* [PROBLEM TO SOLVE]:
Your answer must contain each line of the listing in which "screenshot" appears, copied in full.

* [LISTED ENTRIES]:
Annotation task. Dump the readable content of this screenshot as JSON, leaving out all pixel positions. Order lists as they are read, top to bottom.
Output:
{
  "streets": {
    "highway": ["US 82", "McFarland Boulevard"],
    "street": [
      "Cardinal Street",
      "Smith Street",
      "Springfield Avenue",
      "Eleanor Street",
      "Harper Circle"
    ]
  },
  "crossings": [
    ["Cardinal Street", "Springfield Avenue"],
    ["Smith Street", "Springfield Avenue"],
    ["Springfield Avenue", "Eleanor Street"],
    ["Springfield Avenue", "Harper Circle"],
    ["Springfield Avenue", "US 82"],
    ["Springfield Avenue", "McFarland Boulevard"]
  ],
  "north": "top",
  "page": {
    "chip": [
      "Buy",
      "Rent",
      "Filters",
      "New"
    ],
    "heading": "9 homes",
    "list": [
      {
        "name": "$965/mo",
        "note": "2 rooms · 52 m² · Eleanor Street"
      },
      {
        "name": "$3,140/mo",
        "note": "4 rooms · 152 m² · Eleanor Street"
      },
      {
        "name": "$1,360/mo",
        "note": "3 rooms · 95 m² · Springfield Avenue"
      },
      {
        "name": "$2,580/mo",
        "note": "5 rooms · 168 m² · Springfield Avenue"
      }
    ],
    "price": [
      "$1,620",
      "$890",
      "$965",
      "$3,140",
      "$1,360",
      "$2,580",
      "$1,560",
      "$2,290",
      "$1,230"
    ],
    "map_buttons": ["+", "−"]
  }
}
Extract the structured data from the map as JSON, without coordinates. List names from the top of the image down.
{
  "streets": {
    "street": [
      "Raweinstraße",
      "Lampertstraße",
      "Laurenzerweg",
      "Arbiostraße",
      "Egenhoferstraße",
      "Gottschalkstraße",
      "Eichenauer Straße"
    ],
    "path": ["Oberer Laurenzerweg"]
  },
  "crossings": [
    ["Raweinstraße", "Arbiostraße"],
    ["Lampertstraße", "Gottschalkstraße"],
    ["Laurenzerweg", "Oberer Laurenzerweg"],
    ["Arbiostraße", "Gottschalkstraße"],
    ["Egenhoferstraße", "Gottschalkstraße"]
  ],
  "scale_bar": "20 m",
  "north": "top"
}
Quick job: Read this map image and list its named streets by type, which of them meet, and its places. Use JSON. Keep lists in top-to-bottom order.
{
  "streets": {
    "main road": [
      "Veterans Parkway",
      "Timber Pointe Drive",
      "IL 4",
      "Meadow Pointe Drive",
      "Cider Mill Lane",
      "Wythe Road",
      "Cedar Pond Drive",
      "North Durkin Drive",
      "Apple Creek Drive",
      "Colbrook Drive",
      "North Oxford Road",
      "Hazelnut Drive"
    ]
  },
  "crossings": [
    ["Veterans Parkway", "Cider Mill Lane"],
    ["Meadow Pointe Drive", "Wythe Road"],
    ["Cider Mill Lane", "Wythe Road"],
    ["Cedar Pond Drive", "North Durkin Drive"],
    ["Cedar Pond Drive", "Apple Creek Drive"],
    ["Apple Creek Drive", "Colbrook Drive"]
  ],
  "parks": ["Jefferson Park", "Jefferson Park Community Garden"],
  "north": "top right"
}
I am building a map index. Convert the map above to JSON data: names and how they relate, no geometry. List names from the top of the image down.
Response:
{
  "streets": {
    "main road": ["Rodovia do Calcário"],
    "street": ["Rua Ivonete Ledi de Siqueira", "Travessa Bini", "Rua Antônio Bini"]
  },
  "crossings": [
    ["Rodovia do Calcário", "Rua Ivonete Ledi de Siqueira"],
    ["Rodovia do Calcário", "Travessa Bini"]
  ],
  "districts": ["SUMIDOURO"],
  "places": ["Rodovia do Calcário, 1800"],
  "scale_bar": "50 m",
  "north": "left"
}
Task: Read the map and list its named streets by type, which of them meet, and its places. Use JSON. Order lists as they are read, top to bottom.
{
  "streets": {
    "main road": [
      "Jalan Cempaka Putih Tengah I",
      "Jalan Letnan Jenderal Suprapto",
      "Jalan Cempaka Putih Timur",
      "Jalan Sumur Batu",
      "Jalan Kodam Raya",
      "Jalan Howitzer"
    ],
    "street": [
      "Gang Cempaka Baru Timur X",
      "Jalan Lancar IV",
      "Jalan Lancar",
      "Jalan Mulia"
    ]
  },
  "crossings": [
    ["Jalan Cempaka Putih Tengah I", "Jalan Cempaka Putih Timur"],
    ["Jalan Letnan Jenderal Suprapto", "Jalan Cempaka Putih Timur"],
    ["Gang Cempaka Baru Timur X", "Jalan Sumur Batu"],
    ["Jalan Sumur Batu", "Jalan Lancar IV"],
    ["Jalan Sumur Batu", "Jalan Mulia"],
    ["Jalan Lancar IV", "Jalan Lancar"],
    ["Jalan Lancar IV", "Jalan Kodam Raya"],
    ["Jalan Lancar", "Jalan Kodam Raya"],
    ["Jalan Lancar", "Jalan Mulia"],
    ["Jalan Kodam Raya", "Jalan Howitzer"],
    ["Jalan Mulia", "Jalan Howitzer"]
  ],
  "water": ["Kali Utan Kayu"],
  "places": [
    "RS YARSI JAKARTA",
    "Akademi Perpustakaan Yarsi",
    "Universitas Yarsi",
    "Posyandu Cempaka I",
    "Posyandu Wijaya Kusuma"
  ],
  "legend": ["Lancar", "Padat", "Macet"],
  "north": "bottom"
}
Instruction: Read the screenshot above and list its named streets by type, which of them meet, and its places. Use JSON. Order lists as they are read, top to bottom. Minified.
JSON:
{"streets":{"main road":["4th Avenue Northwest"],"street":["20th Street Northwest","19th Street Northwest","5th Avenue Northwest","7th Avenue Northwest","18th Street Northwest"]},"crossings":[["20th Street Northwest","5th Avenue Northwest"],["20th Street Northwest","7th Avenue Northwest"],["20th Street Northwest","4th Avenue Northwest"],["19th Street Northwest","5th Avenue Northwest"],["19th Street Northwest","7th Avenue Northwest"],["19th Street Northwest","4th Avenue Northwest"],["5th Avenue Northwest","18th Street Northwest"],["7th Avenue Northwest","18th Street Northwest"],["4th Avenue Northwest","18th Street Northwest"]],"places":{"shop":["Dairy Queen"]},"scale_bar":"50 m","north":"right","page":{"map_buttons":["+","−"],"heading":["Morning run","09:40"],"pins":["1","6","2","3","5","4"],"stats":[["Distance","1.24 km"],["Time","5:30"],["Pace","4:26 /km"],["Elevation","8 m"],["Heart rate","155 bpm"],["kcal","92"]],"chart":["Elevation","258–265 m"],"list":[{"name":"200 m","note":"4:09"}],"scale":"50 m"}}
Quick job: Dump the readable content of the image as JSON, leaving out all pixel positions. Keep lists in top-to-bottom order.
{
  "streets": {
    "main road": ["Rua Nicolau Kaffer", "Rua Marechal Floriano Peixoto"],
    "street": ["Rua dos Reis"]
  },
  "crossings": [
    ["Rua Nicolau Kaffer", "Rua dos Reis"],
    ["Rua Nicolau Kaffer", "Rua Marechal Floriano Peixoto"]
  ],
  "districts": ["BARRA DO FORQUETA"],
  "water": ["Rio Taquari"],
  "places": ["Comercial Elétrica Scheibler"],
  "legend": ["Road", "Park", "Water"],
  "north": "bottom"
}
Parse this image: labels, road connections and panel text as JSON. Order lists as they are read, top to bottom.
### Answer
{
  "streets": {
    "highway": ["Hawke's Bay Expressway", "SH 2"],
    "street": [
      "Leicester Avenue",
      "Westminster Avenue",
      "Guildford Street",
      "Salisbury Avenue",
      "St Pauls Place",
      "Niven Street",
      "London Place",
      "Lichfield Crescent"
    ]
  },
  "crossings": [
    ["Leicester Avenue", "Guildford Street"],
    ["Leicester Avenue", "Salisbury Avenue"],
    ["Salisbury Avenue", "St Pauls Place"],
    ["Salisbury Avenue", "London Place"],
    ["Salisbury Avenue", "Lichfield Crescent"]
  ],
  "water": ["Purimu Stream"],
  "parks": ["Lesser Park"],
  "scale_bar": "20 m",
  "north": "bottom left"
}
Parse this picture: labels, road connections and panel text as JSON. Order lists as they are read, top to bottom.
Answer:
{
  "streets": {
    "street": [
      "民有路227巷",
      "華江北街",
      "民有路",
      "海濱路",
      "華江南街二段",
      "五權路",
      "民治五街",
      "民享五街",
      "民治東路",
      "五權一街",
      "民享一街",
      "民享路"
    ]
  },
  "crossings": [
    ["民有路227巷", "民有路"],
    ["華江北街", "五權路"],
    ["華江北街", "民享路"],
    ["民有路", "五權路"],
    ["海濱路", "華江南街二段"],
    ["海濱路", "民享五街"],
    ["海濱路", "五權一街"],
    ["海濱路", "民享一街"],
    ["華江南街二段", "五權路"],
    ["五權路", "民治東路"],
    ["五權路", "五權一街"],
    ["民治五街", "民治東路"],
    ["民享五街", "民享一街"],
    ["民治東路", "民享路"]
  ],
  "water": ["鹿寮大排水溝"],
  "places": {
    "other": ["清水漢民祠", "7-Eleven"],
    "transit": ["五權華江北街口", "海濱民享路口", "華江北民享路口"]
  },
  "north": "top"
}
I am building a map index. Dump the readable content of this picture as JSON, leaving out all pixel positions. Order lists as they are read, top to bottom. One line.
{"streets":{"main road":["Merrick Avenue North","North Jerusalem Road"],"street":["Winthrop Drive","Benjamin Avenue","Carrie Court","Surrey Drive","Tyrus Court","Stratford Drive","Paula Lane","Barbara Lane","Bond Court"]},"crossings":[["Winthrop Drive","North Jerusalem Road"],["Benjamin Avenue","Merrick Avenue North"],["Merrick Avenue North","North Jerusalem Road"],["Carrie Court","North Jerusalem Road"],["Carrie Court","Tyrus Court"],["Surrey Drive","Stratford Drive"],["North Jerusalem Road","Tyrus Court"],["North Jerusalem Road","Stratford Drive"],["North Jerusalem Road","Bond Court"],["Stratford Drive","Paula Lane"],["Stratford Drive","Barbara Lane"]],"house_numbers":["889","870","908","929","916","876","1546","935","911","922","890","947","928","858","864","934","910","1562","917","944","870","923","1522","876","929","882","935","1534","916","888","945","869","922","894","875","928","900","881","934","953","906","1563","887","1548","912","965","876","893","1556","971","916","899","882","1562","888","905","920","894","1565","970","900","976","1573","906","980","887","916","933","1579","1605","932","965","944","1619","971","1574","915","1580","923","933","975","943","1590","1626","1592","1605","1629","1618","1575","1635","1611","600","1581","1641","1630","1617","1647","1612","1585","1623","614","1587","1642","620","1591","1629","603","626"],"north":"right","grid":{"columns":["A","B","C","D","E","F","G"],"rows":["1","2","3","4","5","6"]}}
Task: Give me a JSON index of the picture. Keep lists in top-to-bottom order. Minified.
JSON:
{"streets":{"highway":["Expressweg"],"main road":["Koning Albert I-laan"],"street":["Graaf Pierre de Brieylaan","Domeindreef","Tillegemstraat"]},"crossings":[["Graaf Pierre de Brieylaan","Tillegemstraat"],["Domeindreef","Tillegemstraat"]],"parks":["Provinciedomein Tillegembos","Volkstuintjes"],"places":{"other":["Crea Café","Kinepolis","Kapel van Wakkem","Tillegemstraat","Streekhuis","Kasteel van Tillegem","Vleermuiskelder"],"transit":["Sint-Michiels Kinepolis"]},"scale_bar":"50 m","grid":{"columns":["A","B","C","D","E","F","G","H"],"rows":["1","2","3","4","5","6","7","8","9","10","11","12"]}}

* [TASK OUTPUT]:
Annotation task. Dump the readable content of this screenshot as JSON, leaving out all pixel positions. Order lists as they are read, top to bottom.
Instruction: Read the screenshot above and list its named streets by type, which of them meet, and its places. Use JSON. Order lists as they are read, top to bottom. Minified.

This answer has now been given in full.